В этот момент в комнате началось оживление. Дверь широко распахнулась, и появился канцлер Кларендон. Как всегда, нахмуренный и серьезный, с толстой повязкой на правой ноге, он не стал ни с кем разговаривать. Он прошел через всю комнату к двери, ведущей в спальню его величества.

Молодые люди многозначительно переглянулись, подняв брови.

Кларендон быстро становился самым ненавистным человеком в Англии, не только при дворе, но и повсюду. Он слишком долго оставался у власти, и люди начали обвинять его во всем, что не ладилось, независимо от того, какое он имел к этому отношение. Кларендон не любил выслушивать чужие советы, не допускал никакой оппозиции; все, что он делал, не могло быть неправильным. Даже с этими недостатками можно было бы примириться, если бы у него не было других, уж совсем непростительных. Кларендон был исключительно и неизменно честен, не брал и не давал взяток, и даже его друзья не имели никаких преимуществ.

Хотя он прожил большую часть жизни при королевском дворе, он презирал придворных и никогда не хотел стать одним из них.

И молодые люди следили за событиями, выжидая. Если канцлер единожды уступит Парламенту, поскользнется, они вцепятся ему в горло, как стая голодных шакалов.

— Вы не выезжали на Пиккадили полюбоваться новым домом канцлера? — спросил кто-то, когда Кларендон ушел.

— Судя по фундаменту, мне кажется, ему придется продать Англию, чтобы закончить этот дом, Того, что он получил в Дюнкерке, не хватило бы и на конюшню.

— Интересно, сколько еще раз старый черт думает продавать Англию? Наш капитал долго не продержится при нынешнем биржевом курсе.

Вновь открылись двери личных покоев короля, и оттуда вышел Бакхерст с каким-то молодым человеком. Двое или трое бросились к ним с расспросами.

— Отчего эта задержка? Я жду здесь уже с полчаса в надежде поговорить с его величеством о месте для моего кузена, ничто другое не заставило бы меня вылезти из постели в такую рань. А теперь, я полагаю, он ушел по потайной лестнице и бросил нас на произвол судьбы.

— Он сейчас появится. Торгуется с иезуитским священником из-за цены за рецепт для духа человечьего черепа. Нет ли у вас счета от портного в кармане. Том? Продайте его старине Роули под видом панацеи от всех болезней, и ваше будущее обеспечено. Ведь он выдаст старому плуту-иезуиту не меньше пяти тысяч фунтов за клочок бумаги!

— Пяти тысяч! Бог ты мой! Но на что старику пять тысяч?

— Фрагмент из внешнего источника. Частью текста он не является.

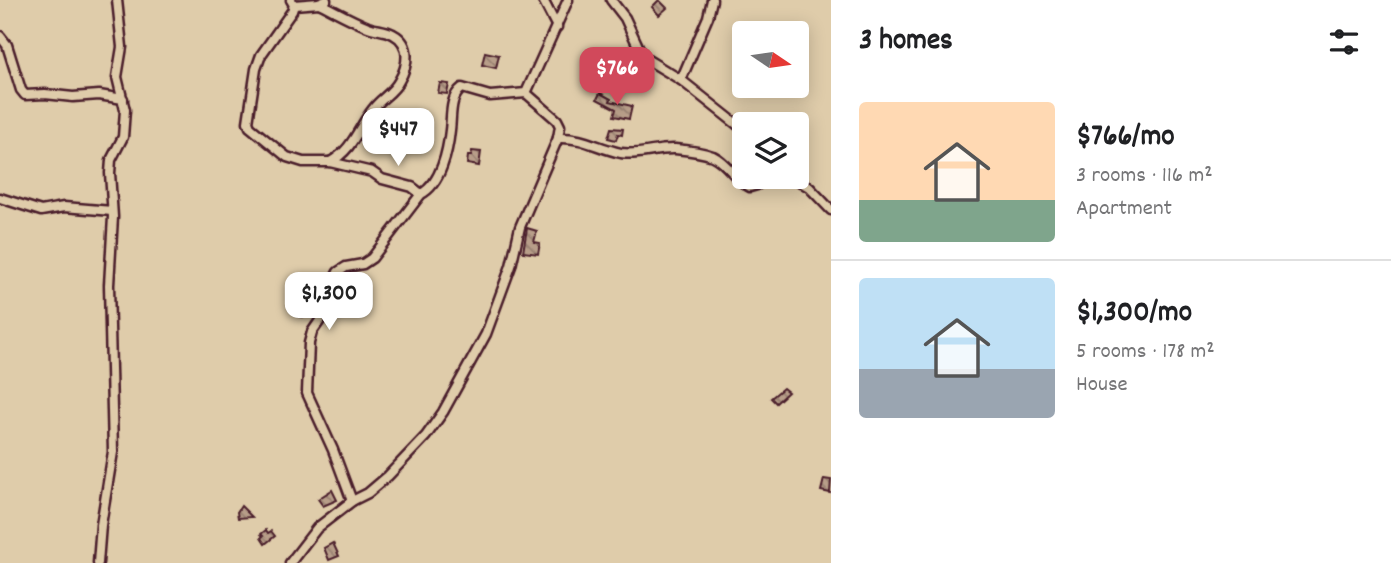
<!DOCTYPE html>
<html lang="en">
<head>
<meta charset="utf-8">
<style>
  body { margin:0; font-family:Dekko,sans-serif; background:#f6f6f6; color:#202124; height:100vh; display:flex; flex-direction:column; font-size:26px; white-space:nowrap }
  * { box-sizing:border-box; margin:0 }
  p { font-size:23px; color:#757577 }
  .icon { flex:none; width:38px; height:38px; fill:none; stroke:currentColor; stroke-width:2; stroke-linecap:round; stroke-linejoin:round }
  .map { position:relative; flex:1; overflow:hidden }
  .drawer { display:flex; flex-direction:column; background:#fff; width:560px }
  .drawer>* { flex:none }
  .needle { width:46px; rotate:103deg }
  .controls { position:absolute; left:732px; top:21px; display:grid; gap:14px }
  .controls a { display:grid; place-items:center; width:77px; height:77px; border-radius:7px; background:#fff; box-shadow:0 4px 18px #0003; font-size:35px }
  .price { position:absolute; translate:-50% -60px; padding:0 16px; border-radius:14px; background:#fff; color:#222; font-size:23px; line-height:46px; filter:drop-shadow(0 2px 4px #0008) }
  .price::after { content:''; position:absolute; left:50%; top:42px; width:21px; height:16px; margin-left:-10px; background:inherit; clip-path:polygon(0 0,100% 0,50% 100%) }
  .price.selected { background:#d1495b; color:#fff }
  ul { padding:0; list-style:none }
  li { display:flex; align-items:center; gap:21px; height:175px; padding:0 28px }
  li+li { border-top:2px solid #e0e0e0 }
  li span { display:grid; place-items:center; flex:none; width:196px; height:140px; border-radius:7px; color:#555 }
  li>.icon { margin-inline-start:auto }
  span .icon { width:84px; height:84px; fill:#fffc; stroke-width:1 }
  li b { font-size:30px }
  h2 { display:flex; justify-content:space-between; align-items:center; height:84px; padding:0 28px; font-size:30px }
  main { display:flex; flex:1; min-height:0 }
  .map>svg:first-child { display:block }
  .building { fill:url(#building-back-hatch); stroke:#4a1f2b; stroke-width:2 }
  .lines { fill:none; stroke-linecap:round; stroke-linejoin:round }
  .street-casing { stroke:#4a1f2b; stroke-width:13 }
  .street { stroke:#dfccaa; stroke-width:8 }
</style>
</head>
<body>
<main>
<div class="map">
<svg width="831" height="563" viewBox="0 0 831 563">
  <defs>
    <pattern id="building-back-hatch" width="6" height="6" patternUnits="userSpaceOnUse" patternTransform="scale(1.75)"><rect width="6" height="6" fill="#b89e89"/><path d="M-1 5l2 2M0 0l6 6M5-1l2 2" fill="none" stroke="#988070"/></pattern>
  </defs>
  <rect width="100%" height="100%" fill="#dfccaa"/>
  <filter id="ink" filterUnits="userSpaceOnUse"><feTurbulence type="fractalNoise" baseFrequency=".0143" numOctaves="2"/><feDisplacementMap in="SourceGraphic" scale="14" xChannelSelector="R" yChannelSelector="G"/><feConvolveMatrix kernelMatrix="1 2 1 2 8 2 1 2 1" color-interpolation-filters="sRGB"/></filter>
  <g filter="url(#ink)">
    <g class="building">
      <path d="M659,0L667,8L659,15L652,7Z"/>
      <path d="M485,52L499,55L496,68L482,65Z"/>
      <path d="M602,77L610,83L621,84L620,90L603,88L604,86L598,82Z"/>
      <path d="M440,83L449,84L447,94L438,93Z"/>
      <path d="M600,93L611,99L610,101L632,106L629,119L614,116L616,109L597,99Z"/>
      <path d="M611,128L623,129L622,135L618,134L616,140L608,138Z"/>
      <path d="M472,151L481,152L479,166L467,164L468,156H471Z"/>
      <path d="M527,228L537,231L534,242L540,243L538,254L523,252Z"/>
      <path d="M310,304L321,307L317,314L308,312L303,317L297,316L300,307L308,310Z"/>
      <path d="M783,388L788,392L776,403L771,398Z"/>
      <path d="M824,479L831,480L830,493L821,491Z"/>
      <path d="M332,490L337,500L323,506L318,499Z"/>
      <path d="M241,506L252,517L238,518L237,512Z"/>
      <path d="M266,530L268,533L271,531L275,536L265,544L261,538L263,536L261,534Z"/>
      <path d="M333,543L339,556L329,560L324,548Z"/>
    </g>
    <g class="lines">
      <g class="street-casing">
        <g id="street">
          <path d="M291,0L294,5L292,11L261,55L256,69L248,122L250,127L287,157L303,162H330L372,172L382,179L412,187L421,194C441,184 448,150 450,130C452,116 449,98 462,88L490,96L526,93L568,0"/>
          <path d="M543,0L557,27"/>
          <path d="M611,0L625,18L643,57L681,80L744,130"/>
          <path d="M319,3C335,11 351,20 368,27C376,30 386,30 393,34C412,44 408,66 399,81C393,93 381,98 373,109C358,128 353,150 330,162"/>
          <path d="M294,5L319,3L326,0"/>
          <path d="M0,36L7,45L21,90L25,95L45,94L73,97L99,95L123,99"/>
          <path d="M681,80L708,17L712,0"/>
          <path d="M558,138C584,137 597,148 621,153C639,156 657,148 675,149C687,150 702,152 713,156C728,163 735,180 750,187L757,185L765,177"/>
          <path d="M792,177L809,187L831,210"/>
          <path d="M0,198L41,211L64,207L112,211"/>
          <path d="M352,501L333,450L307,393L309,343L312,332L332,303L334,280L338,272L346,267L363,264L372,258L421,194"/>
          <path d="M98,563L101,525L113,452L109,285L113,217L110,173L111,160L123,137L125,110L117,77L122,47L117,0"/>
          <path d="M290,563L317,528L352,501L368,493L388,476L426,436L443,412L486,334L511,266L520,227L558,138L560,126L557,120L526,93"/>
        </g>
      </g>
      <use href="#street" class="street"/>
    </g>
  </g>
</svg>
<div class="controls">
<a><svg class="needle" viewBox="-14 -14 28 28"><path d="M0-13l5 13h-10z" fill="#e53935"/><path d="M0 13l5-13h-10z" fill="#757577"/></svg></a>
<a><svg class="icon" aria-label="layers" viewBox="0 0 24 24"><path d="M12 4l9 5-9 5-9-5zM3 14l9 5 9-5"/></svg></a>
</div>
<b class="price selected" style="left:617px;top:107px">$766</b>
<b class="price" style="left:398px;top:168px">$447</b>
<b class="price" style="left:329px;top:332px">$1,300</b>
</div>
<section class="drawer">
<h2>3 homes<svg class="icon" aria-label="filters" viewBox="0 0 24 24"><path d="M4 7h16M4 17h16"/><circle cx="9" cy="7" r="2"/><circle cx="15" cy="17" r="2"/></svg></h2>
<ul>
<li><span style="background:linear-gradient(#ffd9b3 70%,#7fa58c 0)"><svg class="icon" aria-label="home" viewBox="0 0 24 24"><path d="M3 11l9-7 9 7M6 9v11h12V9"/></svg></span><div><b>$766/mo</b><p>3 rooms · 116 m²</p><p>Apartment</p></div></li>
<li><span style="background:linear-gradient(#bfe0f5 65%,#9aa5b1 0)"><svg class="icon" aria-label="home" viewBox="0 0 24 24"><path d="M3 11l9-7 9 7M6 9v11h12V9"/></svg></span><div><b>$1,300/mo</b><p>5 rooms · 178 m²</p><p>House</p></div></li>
</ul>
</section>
</main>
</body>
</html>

— Как на что? На средство от импотенции, конечно.

— Лучшее средство от импотенции — смазливая бабенка…

Голоса стихли, как только появился король. Он вышел в сопровождении собак и подхалимов, семенивших за ним следом. Карл был свежевыбрит, его гладкая смуглая кожа излучала здоровье. Он улыбнулся всем присутствующим, кивнул головой и прошествовал дальше. Сразу же началась суетливая борьба за место в свите его величества, но Букингем уже пристроился у левого локтя Карла, а Лаудердейл — у правого.

— Полагаю, — заметил Карл герцогу, — что уже завтра на галереях дворца и в городе только и будет разговоров, что я убежденный католик.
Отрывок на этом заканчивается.